Percakapan dengan cepat berganti pada persiapan pernikahan. Disepakati prosesi patobang hata akan dilaksanakan minggu depan karena Barata masih harus bekerja di Jakarta dan Mora pun masih harus menyelesaikan kuliah. Sementara pasangan calon pengantin mengurus aktivitas mereka, empat orang tua akan mempersiapkan pernikahan yang disepakati bakal dihelat di Medan.

“Kamu beneran minta dibunuh, Mor?” desis Barata saat mendapat kesempatan bicara dengan Mora.

“Sudah kubilang susah buat batalin pernikahan ini. Mau kau kalau Ompung aku kena serangan jantung lagi terus is dead?” tanya Mora balik.

Barata mengertakkan rahang. Dengan kondisi seperti sekarang, susah untuknya bermanuver. Bila nekat mengoreksi perkataan Mora, bisa-bisa dirinya yang akan dibantai oleh orang tua Harahap dan Siregar.

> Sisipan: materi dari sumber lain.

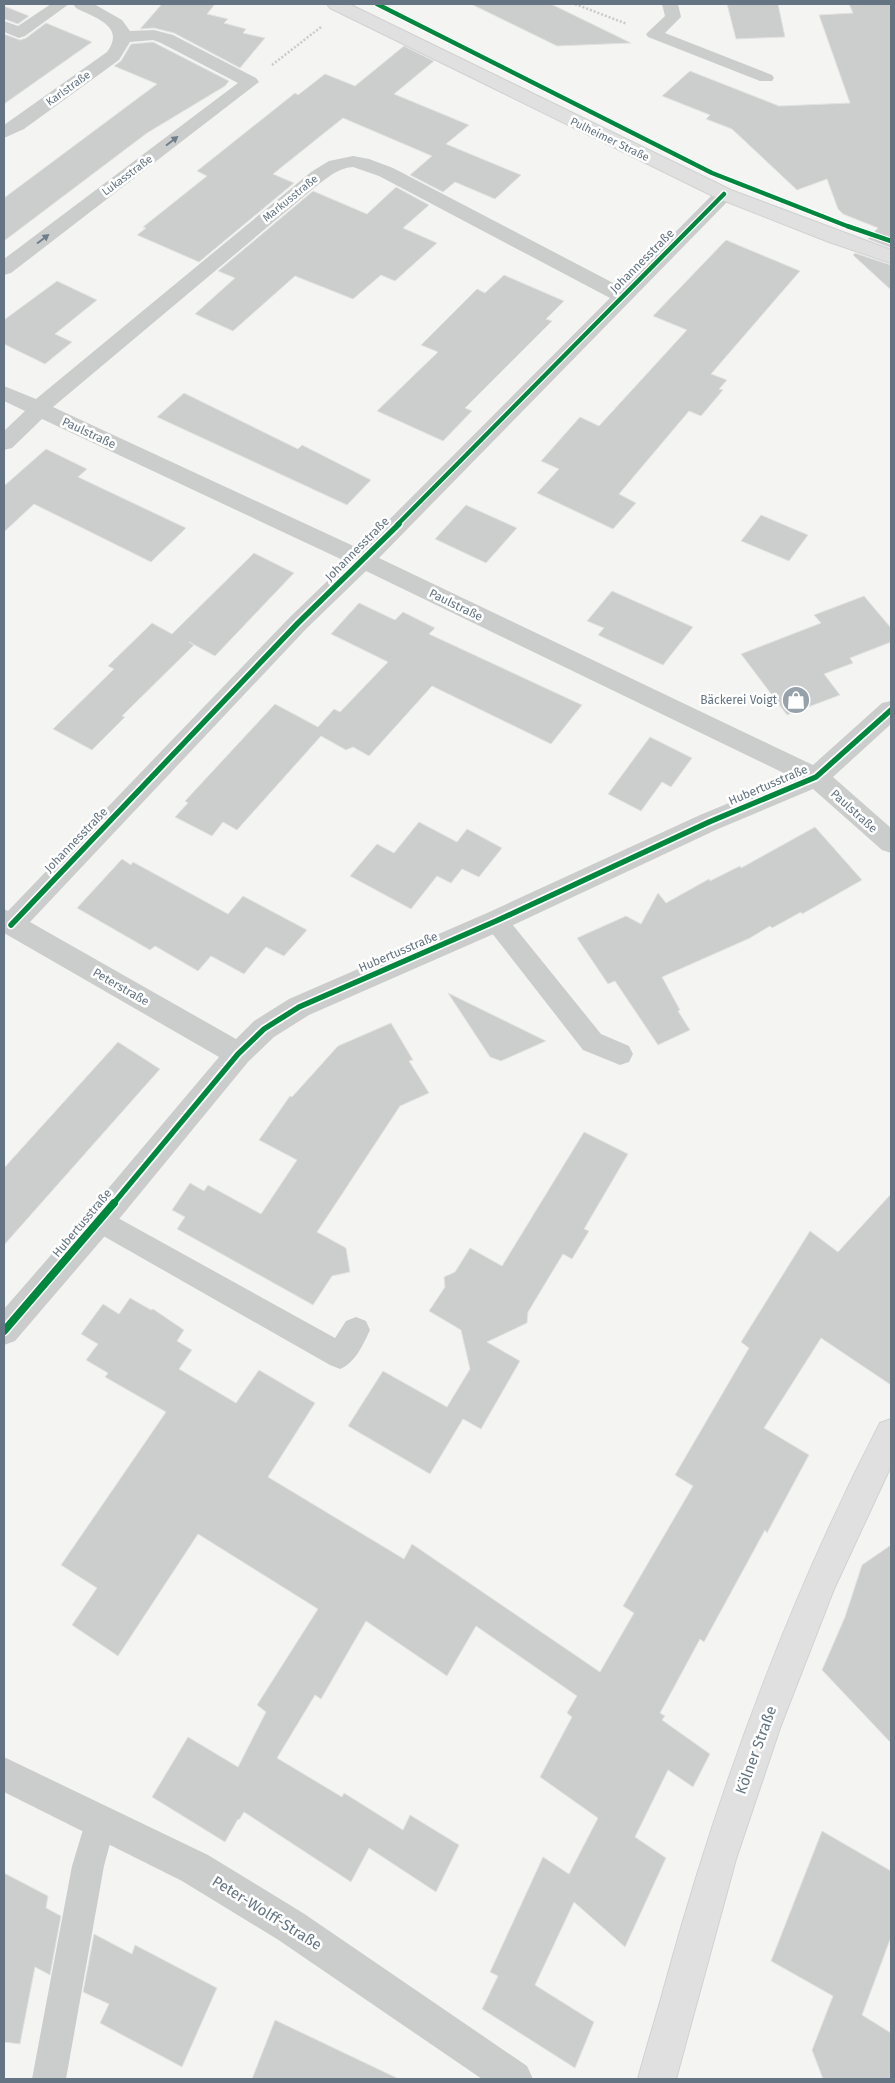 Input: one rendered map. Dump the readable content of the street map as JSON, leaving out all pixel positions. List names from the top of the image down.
{
  "streets": {
    "main road": ["Pulheimer Straße", "Kölner Straße"],
    "street": [
      "Karlstraße",
      "Lukasstraße",
      "Markusstraße",
      "Johannesstraße",
      "Paulstraße",
      "Hubertusstraße",
      "Peterstraße",
      "Peter-Wolff-Straße"
    ]
  },
  "crossings": [
    ["Pulheimer Straße", "Johannesstraße"],
    ["Markusstraße", "Johannesstraße"],
    ["Markusstraße", "Paulstraße"],
    ["Johannesstraße", "Paulstraße"],
    ["Johannesstraße", "Peterstraße"],
    ["Paulstraße", "Hubertusstraße"],
    ["Hubertusstraße", "Peterstraße"]
  ],
  "one_way": ["Lukasstraße"],
  "places": {
    "shop": ["Bäckerei Voigt"]
  }
} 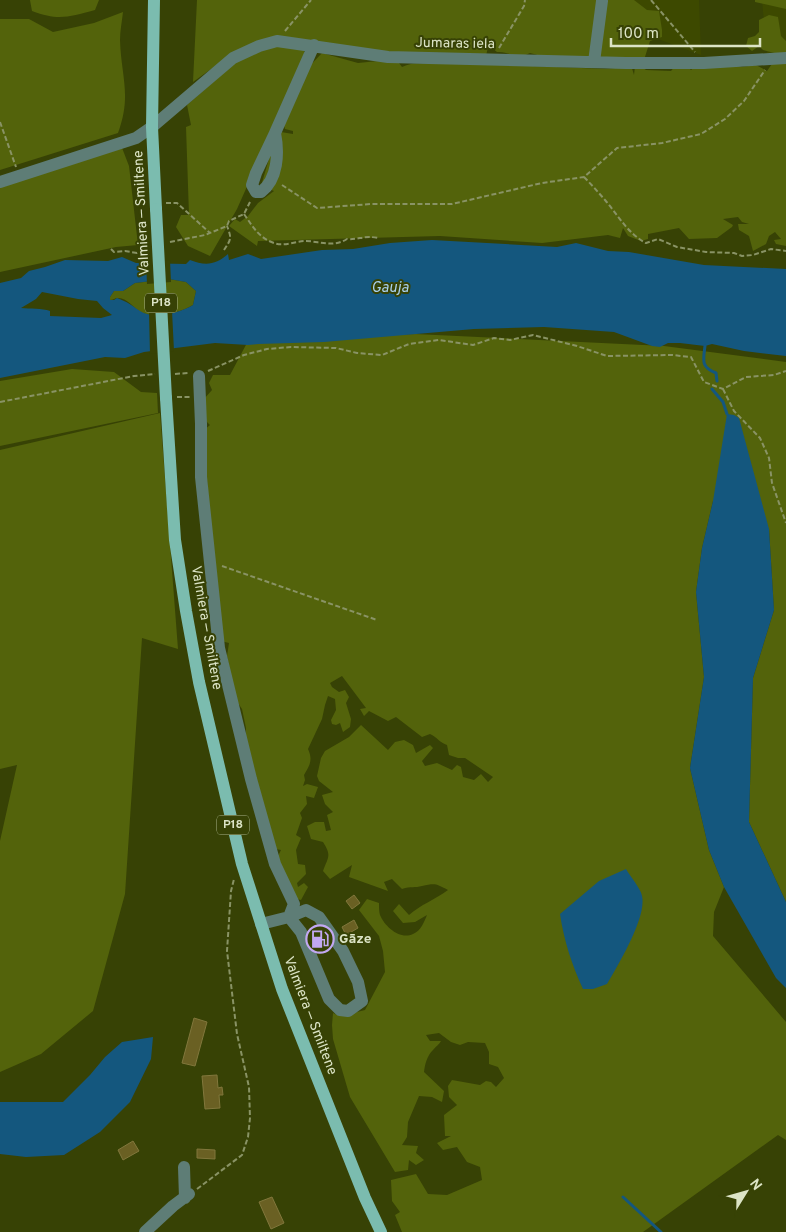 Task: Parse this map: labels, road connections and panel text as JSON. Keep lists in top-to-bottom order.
{
  "streets": {
    "main road": ["Valmiera — Smiltene", "P18"],
    "street": ["Jumaras iela"]
  },
  "crossings": [
    ["Jumaras iela", "Valmiera — Smiltene"]
  ],
  "water": ["Gauja"],
  "places": {
    "fuel station": ["Gāze"]
  },
  "scale_bar": "100 m",
  "north": "top right"
}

“Keluarkan bulang keluarga kita. Sekarang Mora layak memakainya,” ucap Ompung mendistraksi percakapan penuh semangat antara Mamak dan Mami.

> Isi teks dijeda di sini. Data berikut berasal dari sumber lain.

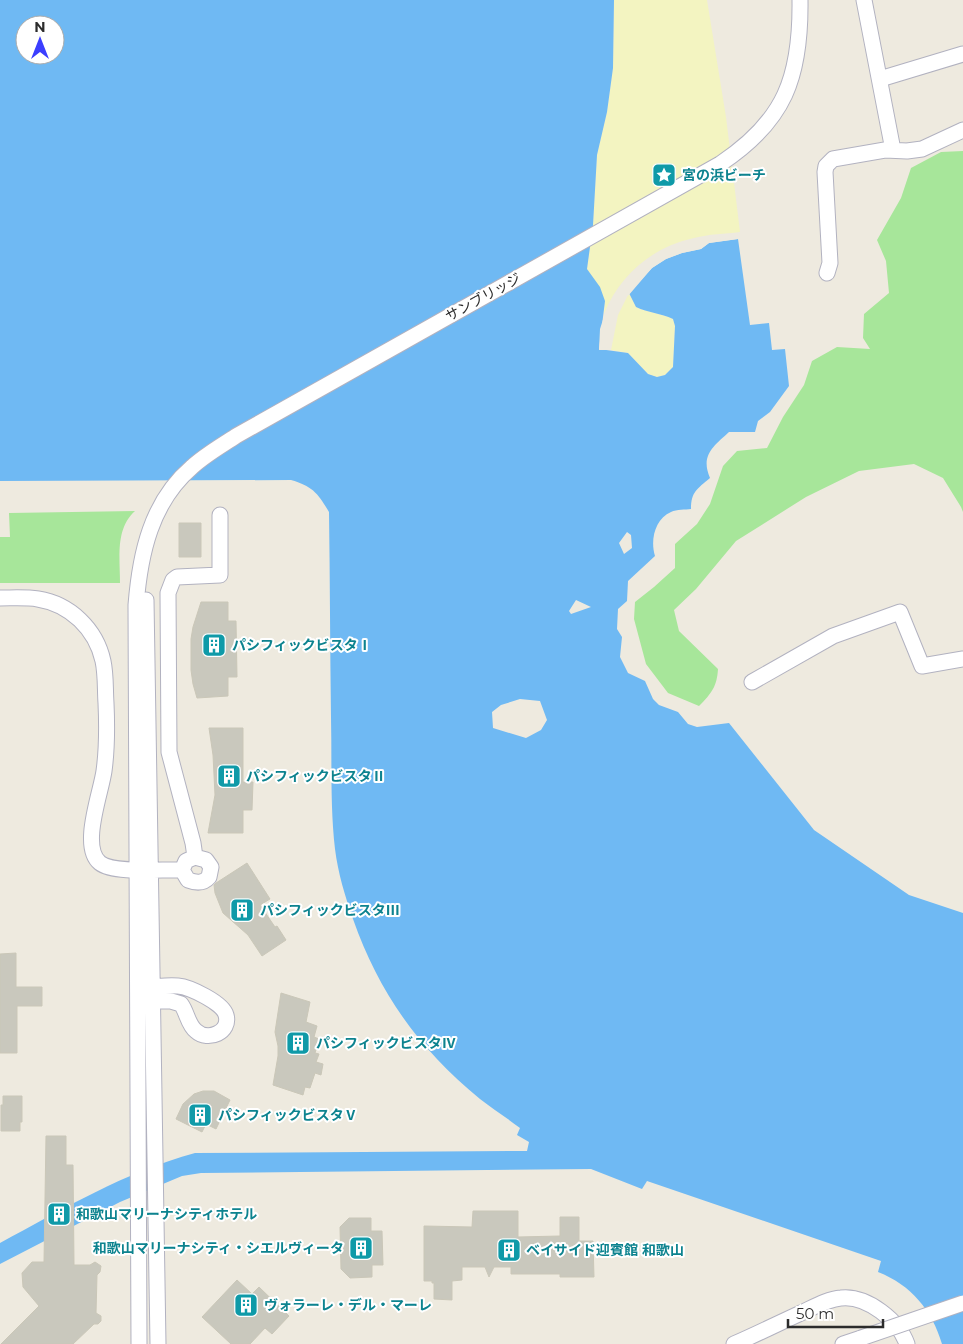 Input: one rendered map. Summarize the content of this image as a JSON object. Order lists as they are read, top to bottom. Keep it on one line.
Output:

Keheningan tiba-tiba menghampiri. Senyum di wajah Mamak sangat palsu. Ada sorot sedih terbaca di sepasang mata indahnya.

Hati Mora pun terenyuh. Bulang keluarga Siregar terbuat dari emas asli yang diwariskan turun-temurun ke tiap generasi. Setiap pengantin wanita Siregar pasti akan memakai perhiasan itu di hari bahagianya.

Namun, bulang itu tak pernah keluar sejak Ompung Sahat menikah. Pasalnya istri dari Ompung bukan wanita Mandailing.

Memang tidak ada syarat bulang itu harus dipakai oleh pengantin satu suku. Namun, seolah ada syarat tidak tertulis bila perhiasan sakral keluarga yang asli hanya boleh dikenakan oleh pengantin berdarah Mandailing, Mamak dan istri Ompung yang sama-sama berasal dari suku lain terpaksa harus puas mengenakan bulang tiruan bersepuh emas.

Mami melirik calon besannya. Ditepuk-tepuknya lembut punggung tangan wanita itu memberi semangat karena tahu sejarah kehidupan Mamak. “Tak apa-apa, Eda. Mora adalah parmaen kita. Baik Mora, baik juga kau. Urusan bulang jangan diambil hati.”

Mamak akhirnya tersenyum, meski sangat tipis. Dengan cepat dia mengalihkan topik pembicaraan ke busana pengantin yang akan dikenakan Mora dan Barata. Percakapan kini berganti membahas pattani yang akan dibeli baru dan harus berasal dari kualitas terbaik.

Hingga delapan hari ke depan, Barata dan keluarganya masih berada di Medan. Setelah Ompung Sahat keluar dari rumah sakit, dan patobang hata dilaksanakan, barulah Barata dan keluarganya kembali ke Jakarta. Termasuk Mora yang berangkat hanya berselisih dua hari dari calon suaminya.

~~oOo~~

“Sudah kubilang, ko orang ngeyel terus.” Dito tak kuasa menahan tawa setelah bertemu dengan Mora di Jakarta.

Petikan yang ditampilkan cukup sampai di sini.